Le Café des patriotes

Le Café des patriotes, piece épisodique en un acte, en prose, mêlée de vaudevilles, par M. Gabiot, 12 octobre 1793.

Théâtre du Lycée des Arts.

Titre :

Café des patriotes (le)

Genre

pièce épisodique mêlée de vaudevilles

Nombre d'actes :

1

Vers / prose

en prose, avec des couplets en vers

Musique :

vaudevilles

Date de création :

12 octobre 1793

Théâtre :

Théâtre du Lycée des Arts

Auteur(s) des paroles :

Gabiot

L’Esprit des journaux français et étrangers, 1794, volume 3 (mars 1794), p. 279-284 :

[Comme le titre l’indique, la pièce est patriotique, et le critique indique la situation politique de chacun des personnages. Ainsi Fronsec, le gascon, est un ci-devant abbé qui cherche (et trouve) femme. « Pièce épisodique », la pièce se limite à une intrigue sentimentale et au défilé des clients du café dont les personnages principaux renforcent le zèle pour la patrie, ou qui préfèrent se taire que de courir le risque d’une dénonciation. On voit défiler les questions, militaires, économiques (il y a un beau débat entre un laboureur qui met sa récolte au service de la république, et un épicier qui ne pense qu’au profit.

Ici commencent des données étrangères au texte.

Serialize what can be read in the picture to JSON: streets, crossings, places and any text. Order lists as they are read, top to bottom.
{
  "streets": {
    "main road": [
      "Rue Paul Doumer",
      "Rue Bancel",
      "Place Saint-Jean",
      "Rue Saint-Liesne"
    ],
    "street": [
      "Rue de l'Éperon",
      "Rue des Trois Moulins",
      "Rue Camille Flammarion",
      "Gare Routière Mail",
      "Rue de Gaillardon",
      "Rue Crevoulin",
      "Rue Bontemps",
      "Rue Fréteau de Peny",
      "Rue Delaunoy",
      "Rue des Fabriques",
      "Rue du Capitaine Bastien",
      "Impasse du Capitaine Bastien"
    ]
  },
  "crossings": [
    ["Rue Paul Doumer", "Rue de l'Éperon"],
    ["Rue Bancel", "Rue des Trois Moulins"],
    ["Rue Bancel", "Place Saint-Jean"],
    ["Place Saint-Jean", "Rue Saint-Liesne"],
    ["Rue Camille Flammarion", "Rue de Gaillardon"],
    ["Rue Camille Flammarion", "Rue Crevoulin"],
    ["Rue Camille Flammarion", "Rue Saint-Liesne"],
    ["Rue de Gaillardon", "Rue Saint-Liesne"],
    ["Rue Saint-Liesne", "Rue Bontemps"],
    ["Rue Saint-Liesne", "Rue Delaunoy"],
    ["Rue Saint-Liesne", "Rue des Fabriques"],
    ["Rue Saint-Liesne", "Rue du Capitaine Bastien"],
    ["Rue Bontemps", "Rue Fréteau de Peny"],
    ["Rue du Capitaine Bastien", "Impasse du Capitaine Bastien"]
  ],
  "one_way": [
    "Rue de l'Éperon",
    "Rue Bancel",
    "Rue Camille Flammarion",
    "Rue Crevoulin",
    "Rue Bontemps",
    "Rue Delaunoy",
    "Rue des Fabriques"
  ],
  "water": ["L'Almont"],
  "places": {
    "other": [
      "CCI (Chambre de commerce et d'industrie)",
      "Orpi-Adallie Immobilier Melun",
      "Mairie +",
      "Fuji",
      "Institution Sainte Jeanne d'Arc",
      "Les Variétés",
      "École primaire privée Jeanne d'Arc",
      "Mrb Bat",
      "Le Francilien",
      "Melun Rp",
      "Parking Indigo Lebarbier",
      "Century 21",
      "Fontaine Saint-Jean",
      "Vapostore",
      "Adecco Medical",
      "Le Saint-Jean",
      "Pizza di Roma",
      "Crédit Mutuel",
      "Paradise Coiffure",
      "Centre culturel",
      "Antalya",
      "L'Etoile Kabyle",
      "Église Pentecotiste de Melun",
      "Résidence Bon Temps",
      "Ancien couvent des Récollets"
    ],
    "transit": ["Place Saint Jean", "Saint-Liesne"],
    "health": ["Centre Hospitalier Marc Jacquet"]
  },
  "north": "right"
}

La critique proprement dite porte sur deux points : la présence de longueurs, dont le journaliste ne doute pas que l’auteur saura les faire disparaître, et « des incorrections & une certaine impropriété de termes, qu'il seroit bien à désirer que son auteur corrigeât » : le compte rendu en énumère toute une série, avec le corrigé...]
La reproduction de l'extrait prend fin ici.